(EXERCISE BRIEF):
Across the whole listing, copy out every line that includes the string "buttons".

_ _ _

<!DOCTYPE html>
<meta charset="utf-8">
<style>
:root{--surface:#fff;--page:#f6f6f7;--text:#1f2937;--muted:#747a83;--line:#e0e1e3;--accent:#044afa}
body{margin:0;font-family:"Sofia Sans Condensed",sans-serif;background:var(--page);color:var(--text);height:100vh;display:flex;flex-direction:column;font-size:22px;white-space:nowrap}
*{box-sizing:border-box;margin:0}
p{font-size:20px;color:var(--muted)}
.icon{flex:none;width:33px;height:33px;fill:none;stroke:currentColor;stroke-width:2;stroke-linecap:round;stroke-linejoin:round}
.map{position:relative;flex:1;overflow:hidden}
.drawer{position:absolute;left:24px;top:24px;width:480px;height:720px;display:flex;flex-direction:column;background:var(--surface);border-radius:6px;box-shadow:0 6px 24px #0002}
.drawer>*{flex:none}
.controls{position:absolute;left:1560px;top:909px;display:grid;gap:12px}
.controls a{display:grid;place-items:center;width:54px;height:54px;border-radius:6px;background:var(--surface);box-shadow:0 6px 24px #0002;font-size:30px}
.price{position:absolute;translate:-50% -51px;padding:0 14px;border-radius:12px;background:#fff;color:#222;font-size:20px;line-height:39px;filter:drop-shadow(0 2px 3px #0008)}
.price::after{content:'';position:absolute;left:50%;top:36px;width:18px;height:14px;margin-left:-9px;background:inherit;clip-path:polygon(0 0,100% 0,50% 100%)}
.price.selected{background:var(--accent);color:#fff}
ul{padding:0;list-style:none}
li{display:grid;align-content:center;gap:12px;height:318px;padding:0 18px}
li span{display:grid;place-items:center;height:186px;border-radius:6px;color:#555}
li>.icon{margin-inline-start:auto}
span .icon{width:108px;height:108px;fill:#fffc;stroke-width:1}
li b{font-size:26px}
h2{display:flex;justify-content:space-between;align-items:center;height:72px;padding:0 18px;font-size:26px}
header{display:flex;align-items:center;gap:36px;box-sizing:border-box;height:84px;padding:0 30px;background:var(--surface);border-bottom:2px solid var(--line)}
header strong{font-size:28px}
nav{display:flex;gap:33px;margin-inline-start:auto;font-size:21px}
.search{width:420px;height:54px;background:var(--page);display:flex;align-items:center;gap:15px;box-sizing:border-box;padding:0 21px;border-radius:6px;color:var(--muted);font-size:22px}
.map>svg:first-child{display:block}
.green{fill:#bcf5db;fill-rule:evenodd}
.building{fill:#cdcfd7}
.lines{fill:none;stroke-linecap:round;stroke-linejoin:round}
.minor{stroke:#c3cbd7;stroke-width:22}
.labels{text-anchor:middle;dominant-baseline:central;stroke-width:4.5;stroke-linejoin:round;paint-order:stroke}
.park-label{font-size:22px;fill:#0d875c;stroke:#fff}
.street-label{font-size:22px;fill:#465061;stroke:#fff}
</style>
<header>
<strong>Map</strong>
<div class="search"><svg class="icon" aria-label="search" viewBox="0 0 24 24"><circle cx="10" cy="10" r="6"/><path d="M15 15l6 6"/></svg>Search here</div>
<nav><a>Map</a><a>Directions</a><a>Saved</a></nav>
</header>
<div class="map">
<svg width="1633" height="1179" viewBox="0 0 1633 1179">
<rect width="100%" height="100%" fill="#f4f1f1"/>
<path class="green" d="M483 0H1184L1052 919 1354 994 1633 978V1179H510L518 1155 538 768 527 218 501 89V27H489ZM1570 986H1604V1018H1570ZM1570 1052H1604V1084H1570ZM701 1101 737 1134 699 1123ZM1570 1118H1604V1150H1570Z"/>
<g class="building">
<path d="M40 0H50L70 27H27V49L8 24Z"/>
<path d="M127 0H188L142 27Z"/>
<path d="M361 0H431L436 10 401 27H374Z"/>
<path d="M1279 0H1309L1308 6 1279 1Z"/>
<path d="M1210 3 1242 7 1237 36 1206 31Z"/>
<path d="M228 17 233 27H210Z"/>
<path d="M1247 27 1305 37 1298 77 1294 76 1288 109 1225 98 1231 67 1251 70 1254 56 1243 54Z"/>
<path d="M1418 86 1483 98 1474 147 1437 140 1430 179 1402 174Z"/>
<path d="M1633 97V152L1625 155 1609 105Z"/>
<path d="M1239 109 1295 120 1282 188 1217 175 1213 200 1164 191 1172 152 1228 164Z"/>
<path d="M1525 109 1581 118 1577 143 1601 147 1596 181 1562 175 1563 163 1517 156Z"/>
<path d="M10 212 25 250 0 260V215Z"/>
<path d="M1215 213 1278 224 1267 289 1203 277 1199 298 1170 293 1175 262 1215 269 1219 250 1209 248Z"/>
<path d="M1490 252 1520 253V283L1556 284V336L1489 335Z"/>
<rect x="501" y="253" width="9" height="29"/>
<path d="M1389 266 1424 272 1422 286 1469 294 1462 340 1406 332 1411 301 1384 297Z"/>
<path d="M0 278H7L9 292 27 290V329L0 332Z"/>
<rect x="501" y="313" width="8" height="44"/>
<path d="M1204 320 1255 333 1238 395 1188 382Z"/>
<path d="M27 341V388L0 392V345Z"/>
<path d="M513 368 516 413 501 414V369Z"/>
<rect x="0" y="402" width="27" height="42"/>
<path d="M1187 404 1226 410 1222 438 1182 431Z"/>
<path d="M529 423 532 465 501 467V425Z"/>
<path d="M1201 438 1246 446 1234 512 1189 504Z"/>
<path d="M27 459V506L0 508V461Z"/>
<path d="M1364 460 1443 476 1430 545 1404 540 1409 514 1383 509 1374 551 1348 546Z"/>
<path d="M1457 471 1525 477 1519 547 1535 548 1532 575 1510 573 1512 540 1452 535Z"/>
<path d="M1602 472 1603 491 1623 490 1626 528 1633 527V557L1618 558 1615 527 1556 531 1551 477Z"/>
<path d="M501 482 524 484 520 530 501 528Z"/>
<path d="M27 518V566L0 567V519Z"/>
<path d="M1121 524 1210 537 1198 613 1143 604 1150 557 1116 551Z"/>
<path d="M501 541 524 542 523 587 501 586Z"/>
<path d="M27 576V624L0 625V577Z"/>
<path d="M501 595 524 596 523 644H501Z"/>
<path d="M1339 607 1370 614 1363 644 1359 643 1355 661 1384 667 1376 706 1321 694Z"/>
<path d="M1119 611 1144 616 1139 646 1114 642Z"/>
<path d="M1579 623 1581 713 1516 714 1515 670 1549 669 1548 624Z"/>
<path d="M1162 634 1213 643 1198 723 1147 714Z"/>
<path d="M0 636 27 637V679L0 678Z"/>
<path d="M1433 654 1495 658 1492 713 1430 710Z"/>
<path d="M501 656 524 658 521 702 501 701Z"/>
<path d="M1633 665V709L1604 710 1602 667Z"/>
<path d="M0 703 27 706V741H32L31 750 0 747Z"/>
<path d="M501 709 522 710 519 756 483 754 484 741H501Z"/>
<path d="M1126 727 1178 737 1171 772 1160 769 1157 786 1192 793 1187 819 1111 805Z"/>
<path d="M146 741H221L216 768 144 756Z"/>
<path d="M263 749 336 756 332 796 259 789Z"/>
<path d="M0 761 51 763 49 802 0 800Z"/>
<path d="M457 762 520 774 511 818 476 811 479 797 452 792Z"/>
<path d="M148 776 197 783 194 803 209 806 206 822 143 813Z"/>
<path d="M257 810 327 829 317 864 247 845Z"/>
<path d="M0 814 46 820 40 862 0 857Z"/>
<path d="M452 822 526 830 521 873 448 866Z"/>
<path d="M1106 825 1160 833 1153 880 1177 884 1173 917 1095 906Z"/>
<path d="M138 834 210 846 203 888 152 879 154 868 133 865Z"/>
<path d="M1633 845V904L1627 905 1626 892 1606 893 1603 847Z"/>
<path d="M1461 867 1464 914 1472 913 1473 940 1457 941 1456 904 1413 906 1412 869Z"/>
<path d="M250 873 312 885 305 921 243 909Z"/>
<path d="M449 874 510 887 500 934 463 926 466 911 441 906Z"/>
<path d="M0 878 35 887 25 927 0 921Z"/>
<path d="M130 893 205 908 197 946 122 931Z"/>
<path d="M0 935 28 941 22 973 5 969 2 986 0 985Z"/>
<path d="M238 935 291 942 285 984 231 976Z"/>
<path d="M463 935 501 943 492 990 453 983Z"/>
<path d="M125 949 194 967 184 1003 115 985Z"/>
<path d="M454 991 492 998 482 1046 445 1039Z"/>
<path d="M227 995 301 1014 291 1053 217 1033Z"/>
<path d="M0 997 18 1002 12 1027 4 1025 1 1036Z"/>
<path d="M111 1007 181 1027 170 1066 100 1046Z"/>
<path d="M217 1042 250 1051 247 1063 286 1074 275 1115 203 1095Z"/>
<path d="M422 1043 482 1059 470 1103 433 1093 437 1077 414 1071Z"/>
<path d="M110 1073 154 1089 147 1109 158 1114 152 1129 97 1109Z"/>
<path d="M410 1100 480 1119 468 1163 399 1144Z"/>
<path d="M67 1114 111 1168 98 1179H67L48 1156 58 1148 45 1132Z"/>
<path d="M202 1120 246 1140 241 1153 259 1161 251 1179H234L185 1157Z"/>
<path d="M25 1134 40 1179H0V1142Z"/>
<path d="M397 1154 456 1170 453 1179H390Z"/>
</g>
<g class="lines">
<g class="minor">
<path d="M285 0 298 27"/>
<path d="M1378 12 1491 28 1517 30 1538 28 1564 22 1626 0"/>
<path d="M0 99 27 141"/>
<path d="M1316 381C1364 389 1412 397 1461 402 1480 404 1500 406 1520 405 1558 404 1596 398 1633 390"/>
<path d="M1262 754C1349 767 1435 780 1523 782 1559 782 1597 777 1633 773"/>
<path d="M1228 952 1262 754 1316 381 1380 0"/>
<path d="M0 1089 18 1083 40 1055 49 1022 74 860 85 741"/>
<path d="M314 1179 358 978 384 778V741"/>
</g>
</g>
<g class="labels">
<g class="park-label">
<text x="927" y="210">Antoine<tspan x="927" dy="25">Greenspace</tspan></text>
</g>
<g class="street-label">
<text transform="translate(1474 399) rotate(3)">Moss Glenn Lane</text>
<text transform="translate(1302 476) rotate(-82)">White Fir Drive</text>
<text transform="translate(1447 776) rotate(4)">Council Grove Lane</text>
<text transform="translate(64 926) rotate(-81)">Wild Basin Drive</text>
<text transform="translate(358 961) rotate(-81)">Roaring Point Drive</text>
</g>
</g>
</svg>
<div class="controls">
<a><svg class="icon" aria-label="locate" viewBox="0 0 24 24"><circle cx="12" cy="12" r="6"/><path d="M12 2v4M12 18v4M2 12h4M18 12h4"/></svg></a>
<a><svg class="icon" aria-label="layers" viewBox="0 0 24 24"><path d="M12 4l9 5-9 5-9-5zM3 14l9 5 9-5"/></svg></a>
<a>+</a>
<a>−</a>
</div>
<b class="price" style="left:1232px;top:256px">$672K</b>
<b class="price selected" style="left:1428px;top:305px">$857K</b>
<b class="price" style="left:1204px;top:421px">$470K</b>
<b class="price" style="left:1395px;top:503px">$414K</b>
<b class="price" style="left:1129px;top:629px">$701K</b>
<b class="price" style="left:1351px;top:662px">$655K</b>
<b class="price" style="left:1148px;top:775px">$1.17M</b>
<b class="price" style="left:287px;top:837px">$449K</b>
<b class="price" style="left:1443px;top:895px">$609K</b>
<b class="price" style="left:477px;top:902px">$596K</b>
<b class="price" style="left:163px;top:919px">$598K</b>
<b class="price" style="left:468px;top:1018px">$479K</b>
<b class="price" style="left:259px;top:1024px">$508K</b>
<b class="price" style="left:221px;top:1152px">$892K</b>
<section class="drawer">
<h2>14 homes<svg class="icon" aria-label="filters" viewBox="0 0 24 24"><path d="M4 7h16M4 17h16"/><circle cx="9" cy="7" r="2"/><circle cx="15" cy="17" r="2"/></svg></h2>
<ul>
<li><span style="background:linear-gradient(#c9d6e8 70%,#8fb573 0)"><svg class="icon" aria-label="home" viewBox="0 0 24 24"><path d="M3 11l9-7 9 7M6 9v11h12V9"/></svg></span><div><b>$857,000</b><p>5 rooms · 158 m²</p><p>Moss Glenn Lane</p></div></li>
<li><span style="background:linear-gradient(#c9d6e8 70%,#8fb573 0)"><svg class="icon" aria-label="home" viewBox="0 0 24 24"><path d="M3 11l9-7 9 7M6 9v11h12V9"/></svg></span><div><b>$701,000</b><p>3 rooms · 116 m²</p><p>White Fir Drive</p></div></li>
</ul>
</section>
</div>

_ _ _

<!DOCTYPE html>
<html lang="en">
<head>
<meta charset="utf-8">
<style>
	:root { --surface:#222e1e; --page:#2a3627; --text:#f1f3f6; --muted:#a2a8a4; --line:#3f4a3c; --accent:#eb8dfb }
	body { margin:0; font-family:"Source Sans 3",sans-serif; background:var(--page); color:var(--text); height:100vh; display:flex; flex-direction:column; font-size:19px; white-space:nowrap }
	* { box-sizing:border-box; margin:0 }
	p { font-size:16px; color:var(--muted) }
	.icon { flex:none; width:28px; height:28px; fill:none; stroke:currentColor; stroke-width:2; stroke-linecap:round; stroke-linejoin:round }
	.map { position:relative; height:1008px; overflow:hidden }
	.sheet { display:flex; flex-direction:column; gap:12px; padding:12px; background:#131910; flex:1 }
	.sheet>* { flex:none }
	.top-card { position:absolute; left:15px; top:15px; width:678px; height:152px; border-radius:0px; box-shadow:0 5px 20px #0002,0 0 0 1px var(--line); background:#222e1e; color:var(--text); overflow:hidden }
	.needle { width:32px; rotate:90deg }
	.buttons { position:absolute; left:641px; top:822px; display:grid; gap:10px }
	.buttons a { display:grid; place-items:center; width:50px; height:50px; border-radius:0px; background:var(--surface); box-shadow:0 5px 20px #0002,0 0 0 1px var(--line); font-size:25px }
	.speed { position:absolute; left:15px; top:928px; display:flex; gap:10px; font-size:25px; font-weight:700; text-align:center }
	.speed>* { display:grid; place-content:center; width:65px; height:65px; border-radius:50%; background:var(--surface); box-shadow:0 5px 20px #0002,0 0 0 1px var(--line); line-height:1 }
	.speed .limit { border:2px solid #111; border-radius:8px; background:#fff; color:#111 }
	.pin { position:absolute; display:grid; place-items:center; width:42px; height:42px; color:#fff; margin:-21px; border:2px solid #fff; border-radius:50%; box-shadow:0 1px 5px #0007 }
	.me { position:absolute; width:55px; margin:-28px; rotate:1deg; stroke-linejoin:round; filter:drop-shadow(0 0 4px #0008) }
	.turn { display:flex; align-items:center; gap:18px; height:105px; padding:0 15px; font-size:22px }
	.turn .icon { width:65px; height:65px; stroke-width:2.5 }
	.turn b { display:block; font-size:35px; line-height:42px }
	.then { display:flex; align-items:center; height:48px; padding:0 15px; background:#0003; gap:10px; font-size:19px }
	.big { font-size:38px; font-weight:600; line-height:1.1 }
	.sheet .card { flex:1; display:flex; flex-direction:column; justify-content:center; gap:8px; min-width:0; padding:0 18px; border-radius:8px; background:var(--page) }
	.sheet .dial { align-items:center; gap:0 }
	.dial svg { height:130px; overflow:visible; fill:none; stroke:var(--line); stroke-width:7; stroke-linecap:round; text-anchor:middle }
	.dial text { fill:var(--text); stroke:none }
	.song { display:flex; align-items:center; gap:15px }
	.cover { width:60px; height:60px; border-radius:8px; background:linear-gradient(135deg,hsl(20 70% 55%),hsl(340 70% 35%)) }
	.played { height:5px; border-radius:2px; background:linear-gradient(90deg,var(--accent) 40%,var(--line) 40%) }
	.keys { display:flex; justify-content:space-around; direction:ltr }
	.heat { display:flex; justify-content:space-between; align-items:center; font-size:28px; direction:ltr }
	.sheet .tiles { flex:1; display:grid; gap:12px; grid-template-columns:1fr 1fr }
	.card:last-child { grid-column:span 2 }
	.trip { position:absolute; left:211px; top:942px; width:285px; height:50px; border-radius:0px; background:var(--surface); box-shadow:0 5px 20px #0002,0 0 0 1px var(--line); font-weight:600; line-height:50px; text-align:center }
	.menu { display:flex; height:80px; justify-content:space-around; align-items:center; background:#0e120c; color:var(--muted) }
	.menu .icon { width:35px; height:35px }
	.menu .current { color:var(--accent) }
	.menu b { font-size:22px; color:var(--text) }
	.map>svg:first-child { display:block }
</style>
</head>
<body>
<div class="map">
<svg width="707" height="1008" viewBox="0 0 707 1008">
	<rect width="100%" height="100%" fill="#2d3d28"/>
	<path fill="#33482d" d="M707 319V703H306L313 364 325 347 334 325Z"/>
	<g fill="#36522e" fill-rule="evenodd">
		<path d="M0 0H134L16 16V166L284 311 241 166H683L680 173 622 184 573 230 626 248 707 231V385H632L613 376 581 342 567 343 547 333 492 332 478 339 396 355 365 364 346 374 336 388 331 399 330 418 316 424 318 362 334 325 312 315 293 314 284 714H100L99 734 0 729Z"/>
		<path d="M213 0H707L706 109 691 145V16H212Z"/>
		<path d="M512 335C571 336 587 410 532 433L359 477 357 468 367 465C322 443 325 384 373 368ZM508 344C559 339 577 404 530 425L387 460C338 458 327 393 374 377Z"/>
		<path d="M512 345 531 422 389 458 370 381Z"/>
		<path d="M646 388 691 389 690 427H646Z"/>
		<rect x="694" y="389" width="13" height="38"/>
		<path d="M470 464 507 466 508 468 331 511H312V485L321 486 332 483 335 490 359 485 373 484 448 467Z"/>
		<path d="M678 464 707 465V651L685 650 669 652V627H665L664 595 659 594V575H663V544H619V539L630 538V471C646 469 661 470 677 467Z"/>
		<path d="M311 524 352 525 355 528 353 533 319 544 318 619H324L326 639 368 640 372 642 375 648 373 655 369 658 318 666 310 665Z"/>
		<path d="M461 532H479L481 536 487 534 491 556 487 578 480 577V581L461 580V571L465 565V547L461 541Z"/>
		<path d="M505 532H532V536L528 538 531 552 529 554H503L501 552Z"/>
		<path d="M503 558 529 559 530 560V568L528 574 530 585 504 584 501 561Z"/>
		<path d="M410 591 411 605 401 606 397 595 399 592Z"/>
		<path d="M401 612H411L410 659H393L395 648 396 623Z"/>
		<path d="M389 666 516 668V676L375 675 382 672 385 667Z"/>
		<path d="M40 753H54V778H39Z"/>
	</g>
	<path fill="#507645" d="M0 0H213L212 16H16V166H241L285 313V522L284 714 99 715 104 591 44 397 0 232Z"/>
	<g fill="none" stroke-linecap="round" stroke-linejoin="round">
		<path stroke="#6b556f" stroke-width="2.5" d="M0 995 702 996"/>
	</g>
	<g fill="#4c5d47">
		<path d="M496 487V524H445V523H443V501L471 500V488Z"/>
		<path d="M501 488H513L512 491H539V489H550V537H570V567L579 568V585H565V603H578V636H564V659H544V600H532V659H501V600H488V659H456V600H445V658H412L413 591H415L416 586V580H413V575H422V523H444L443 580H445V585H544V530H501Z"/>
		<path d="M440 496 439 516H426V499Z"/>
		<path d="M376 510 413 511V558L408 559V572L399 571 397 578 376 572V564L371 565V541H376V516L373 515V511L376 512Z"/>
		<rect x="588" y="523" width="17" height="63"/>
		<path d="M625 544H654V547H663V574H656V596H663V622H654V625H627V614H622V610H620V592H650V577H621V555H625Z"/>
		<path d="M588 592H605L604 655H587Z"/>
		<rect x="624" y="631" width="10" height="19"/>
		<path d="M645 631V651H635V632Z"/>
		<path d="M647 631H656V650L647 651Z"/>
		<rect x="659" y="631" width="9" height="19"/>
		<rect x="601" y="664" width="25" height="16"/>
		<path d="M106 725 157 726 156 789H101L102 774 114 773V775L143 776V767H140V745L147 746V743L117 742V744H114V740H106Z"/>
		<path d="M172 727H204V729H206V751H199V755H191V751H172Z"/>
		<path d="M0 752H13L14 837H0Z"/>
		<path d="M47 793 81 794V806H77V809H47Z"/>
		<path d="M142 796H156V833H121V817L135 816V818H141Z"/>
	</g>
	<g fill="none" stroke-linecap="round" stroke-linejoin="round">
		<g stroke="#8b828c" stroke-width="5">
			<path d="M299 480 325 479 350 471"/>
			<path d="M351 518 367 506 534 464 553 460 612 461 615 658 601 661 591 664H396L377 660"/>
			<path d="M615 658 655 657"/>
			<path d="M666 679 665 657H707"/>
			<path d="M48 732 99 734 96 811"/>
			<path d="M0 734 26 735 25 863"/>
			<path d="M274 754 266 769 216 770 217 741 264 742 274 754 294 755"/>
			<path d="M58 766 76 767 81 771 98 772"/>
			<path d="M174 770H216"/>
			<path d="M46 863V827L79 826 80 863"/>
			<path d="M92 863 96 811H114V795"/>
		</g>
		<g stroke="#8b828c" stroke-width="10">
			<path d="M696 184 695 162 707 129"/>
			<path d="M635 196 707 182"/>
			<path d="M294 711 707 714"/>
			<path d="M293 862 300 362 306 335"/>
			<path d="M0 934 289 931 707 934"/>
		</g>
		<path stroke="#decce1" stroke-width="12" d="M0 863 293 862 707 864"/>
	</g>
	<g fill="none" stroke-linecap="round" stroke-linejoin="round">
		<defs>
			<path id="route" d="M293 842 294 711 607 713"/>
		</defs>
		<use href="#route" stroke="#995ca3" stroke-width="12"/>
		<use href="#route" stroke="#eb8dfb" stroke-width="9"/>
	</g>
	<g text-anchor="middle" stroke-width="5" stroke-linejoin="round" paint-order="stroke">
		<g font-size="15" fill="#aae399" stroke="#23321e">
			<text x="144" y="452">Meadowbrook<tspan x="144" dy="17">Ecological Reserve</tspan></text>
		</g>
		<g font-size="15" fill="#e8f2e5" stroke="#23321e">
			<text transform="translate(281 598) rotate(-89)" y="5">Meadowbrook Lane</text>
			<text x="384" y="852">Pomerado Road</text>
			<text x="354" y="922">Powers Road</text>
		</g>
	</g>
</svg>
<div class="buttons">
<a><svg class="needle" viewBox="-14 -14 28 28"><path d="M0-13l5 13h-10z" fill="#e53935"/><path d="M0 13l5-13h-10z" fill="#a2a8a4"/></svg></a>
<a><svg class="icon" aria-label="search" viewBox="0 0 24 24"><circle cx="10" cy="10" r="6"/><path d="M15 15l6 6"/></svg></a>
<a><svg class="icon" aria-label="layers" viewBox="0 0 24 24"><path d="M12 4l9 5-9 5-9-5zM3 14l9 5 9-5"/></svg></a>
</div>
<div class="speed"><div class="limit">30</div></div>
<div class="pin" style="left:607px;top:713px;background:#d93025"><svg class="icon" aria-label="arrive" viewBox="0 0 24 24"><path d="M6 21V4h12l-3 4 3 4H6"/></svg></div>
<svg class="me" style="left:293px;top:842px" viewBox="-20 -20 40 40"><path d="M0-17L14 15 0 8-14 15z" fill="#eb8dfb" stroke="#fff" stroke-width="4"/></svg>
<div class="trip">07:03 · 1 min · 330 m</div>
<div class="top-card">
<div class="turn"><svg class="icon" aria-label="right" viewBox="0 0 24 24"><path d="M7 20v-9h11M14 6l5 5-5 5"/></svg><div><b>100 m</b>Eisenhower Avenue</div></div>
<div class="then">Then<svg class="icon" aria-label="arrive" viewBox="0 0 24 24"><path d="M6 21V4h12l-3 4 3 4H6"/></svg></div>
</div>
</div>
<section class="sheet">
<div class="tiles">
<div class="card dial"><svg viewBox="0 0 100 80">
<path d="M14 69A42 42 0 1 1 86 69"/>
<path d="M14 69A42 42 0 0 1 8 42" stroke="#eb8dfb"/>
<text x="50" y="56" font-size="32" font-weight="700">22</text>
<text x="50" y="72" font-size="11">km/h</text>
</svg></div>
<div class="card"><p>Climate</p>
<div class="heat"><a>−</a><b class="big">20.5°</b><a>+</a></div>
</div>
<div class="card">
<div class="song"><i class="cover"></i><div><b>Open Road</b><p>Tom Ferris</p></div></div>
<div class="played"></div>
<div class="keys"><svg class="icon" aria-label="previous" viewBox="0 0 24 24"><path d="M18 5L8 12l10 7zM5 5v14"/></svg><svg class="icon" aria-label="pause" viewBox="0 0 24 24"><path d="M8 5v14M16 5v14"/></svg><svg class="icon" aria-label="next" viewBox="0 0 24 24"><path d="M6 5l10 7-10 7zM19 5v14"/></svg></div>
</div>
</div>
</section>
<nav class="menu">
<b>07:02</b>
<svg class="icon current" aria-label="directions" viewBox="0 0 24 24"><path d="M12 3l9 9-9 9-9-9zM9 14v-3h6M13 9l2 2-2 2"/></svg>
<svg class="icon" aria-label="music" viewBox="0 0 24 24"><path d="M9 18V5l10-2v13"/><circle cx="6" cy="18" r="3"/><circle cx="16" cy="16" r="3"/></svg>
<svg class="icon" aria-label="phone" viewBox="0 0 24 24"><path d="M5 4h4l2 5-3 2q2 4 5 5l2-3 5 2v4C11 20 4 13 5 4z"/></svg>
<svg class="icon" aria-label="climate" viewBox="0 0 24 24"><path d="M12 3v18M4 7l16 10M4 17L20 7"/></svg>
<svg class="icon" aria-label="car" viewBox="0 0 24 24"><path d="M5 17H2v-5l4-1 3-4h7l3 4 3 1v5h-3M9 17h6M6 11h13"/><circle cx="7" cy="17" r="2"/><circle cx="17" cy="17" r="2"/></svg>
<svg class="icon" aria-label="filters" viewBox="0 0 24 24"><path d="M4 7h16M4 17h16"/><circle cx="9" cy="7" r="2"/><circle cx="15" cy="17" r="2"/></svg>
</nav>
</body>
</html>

_ _ _

(RESPONSE):
	.buttons { position:absolute; left:641px; top:822px; display:grid; gap:10px }
	.buttons a { display:grid; place-items:center; width:50px; height:50px; border-radius:0px; background:var(--surface); box-shadow:0 5px 20px #0002,0 0 0 1px var(--line); font-size:25px }
<div class="buttons">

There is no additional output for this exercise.